>>
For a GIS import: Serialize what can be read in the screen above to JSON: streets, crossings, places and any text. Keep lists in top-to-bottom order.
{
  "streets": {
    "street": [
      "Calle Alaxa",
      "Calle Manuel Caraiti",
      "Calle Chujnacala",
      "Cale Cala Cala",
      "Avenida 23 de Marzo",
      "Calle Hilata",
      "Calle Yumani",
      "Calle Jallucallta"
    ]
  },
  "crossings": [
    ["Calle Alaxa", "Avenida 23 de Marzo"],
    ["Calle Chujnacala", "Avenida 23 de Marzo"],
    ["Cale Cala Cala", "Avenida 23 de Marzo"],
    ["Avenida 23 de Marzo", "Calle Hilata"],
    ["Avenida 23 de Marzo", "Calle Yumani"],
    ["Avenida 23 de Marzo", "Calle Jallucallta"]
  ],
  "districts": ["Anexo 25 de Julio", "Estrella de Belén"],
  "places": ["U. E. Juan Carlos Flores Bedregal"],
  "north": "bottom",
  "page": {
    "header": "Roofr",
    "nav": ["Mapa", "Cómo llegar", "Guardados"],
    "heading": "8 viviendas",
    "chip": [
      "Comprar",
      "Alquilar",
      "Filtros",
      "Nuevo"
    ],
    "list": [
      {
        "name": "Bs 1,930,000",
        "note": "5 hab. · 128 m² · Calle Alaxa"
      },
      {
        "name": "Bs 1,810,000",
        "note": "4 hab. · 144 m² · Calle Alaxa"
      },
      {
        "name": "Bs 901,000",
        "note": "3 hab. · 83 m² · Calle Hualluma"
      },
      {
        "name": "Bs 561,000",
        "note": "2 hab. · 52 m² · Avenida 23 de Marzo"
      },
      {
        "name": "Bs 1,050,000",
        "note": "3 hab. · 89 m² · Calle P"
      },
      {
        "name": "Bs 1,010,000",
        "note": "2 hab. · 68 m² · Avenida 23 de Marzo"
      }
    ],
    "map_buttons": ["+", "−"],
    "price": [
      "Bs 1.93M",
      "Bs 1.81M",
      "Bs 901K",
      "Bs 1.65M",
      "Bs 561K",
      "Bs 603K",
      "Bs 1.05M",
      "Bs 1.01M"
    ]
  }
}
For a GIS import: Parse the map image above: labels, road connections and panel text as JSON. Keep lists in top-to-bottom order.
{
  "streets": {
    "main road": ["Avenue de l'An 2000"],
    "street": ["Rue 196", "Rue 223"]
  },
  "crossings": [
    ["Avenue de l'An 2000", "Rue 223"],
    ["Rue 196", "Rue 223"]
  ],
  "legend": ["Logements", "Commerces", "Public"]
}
<<
### Work instruction
Would you write out the listing above exactly, in full?

### Solved problem
For a GIS import: Serialize what can be read in the screen above to JSON: streets, crossings, places and any text. Keep lists in top-to-bottom order.
{
  "streets": {
    "street": [
      "Calle Alaxa",
      "Calle Manuel Caraiti",
      "Calle Chujnacala",
      "Cale Cala Cala",
      "Avenida 23 de Marzo",
      "Calle Hilata",
      "Calle Yumani",
      "Calle Jallucallta"
    ]
  },
  "crossings": [
    ["Calle Alaxa", "Avenida 23 de Marzo"],
    ["Calle Chujnacala", "Avenida 23 de Marzo"],
    ["Cale Cala Cala", "Avenida 23 de Marzo"],
    ["Avenida 23 de Marzo", "Calle Hilata"],
    ["Avenida 23 de Marzo", "Calle Yumani"],
    ["Avenida 23 de Marzo", "Calle Jallucallta"]
  ],
  "districts": ["Anexo 25 de Julio", "Estrella de Belén"],
  "places": ["U. E. Juan Carlos Flores Bedregal"],
  "north": "bottom",
  "page": {
    "header": "Roofr",
    "nav": ["Mapa", "Cómo llegar", "Guardados"],
    "heading": "8 viviendas",
    "chip": [
      "Comprar",
      "Alquilar",
      "Filtros",
      "Nuevo"
    ],
    "list": [
      {
        "name": "Bs 1,930,000",
        "note": "5 hab. · 128 m² · Calle Alaxa"
      },
      {
        "name": "Bs 1,810,000",
        "note": "4 hab. · 144 m² · Calle Alaxa"
      },
      {
        "name": "Bs 901,000",
        "note": "3 hab. · 83 m² · Calle Hualluma"
      },
      {
        "name": "Bs 561,000",
        "note": "2 hab. · 52 m² · Avenida 23 de Marzo"
      },
      {
        "name": "Bs 1,050,000",
        "note": "3 hab. · 89 m² · Calle P"
      },
      {
        "name": "Bs 1,010,000",
        "note": "2 hab. · 68 m² · Avenida 23 de Marzo"
      }
    ],
    "map_buttons": ["+", "−"],
    "price": [
      "Bs 1.93M",
      "Bs 1.81M",
      "Bs 901K",
      "Bs 1.65M",
      "Bs 561K",
      "Bs 603K",
      "Bs 1.05M",
      "Bs 1.01M"
    ]
  }
}
For a GIS import: Parse the map image above: labels, road connections and panel text as JSON. Keep lists in top-to-bottom order.
{
  "streets": {
    "main road": ["Avenue de l'An 2000"],
    "street": ["Rue 196", "Rue 223"]
  },
  "crossings": [
    ["Avenue de l'An 2000", "Rue 223"],
    ["Rue 196", "Rue 223"]
  ],
  "legend": ["Logements", "Commerces", "Public"]
}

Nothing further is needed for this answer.